Peter, having emerged as the leader of the apostles, rose to address the assembled believers concerning the choice of a replacement apostle for Judas.

Peter. Peter’s Hebrew name was Simon, or Simeon, which means “hearing” (Acts 15:14). Jesus gave him the nickname of “Rock,” Petros in Greek, Kepha in Aramaic (John 1:42; Matt. 16:18-19). He and his brother Andrew, also an apostle, had been fishermen, originally from Bethsaida in Galilee (John 1:43). The brothers were among the first apostles called by Jesus to follow Him (Luke 5:1-11). Prior to following Jesus, both brothers were disciples of Jesus’ cousin, John, called the Baptist.
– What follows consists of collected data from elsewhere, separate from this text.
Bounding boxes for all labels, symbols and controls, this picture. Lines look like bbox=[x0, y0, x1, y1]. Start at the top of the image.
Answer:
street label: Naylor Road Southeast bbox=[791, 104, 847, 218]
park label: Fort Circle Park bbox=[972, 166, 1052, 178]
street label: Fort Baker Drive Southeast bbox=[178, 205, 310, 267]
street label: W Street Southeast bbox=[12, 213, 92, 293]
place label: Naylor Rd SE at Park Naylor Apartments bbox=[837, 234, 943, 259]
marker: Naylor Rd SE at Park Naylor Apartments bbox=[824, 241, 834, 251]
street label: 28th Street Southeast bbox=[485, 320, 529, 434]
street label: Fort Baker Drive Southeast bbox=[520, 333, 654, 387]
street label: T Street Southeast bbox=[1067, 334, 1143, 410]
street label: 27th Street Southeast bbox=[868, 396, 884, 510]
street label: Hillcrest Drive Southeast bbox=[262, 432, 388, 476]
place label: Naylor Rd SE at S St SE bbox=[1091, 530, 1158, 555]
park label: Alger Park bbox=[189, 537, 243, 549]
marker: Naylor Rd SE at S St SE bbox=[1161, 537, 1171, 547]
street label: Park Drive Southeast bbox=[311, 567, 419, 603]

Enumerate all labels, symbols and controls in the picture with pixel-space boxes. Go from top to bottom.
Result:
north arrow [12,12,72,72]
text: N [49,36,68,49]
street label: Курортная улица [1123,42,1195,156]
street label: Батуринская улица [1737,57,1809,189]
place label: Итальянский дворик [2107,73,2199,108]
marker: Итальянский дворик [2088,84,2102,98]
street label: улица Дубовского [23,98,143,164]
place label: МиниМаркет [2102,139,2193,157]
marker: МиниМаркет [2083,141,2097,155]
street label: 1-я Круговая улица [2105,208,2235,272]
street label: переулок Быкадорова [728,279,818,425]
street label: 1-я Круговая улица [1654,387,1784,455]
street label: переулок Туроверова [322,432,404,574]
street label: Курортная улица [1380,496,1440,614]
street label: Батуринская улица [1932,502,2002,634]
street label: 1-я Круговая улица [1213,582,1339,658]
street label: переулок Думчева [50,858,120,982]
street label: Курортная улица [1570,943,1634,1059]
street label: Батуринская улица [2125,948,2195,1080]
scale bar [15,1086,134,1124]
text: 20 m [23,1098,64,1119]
Peter was married ((Mark 1:29-31; 1 Cor. 9:5), and during the events related by the gospels, Peter lived in Capernaum (Mark 1:29) in a large home which, evidently, was within close proximity of the synagogue (Mark 1:29; Luke 4:38). Jesus often stayed with Peter’s family, even healing Peter’s mother-in-law (Luke 4:38-39). Jesus also made use of Peter’s fishing boat from which to preach (Luke 5:1-3). Considering his vocation and the probable size and location of his home in relation to the synagogue (the center of Jewish community life), it is probable that the popular conception of Peter as a “poor, Galilean country-bumpkin,” is inaccurate.

Peter was the natural leader of the apostles and is always listed first, indicating his priority (Matt.10:2; Mark 3:16; Luke 16:14; Acts 1:13). He also was one of Jesus’ three most intimate friends, along with James and John (Mark 5:37; 9:2; 14:33). However, all four gospels record Peter’s infamous triple denial of Jesus on the evening of his betrayal (Mark 14:29-31; Luke 22:33-34; Matt. 26:33-35; John 13:37-38). Yet Peter was the first apostle to have seen the resurrected Christ (Luke 24:34; 1 Cor. 15:5), and following His
resurrection, Jesus specially commissioned Peter to shepherd the church (John 21:15-17).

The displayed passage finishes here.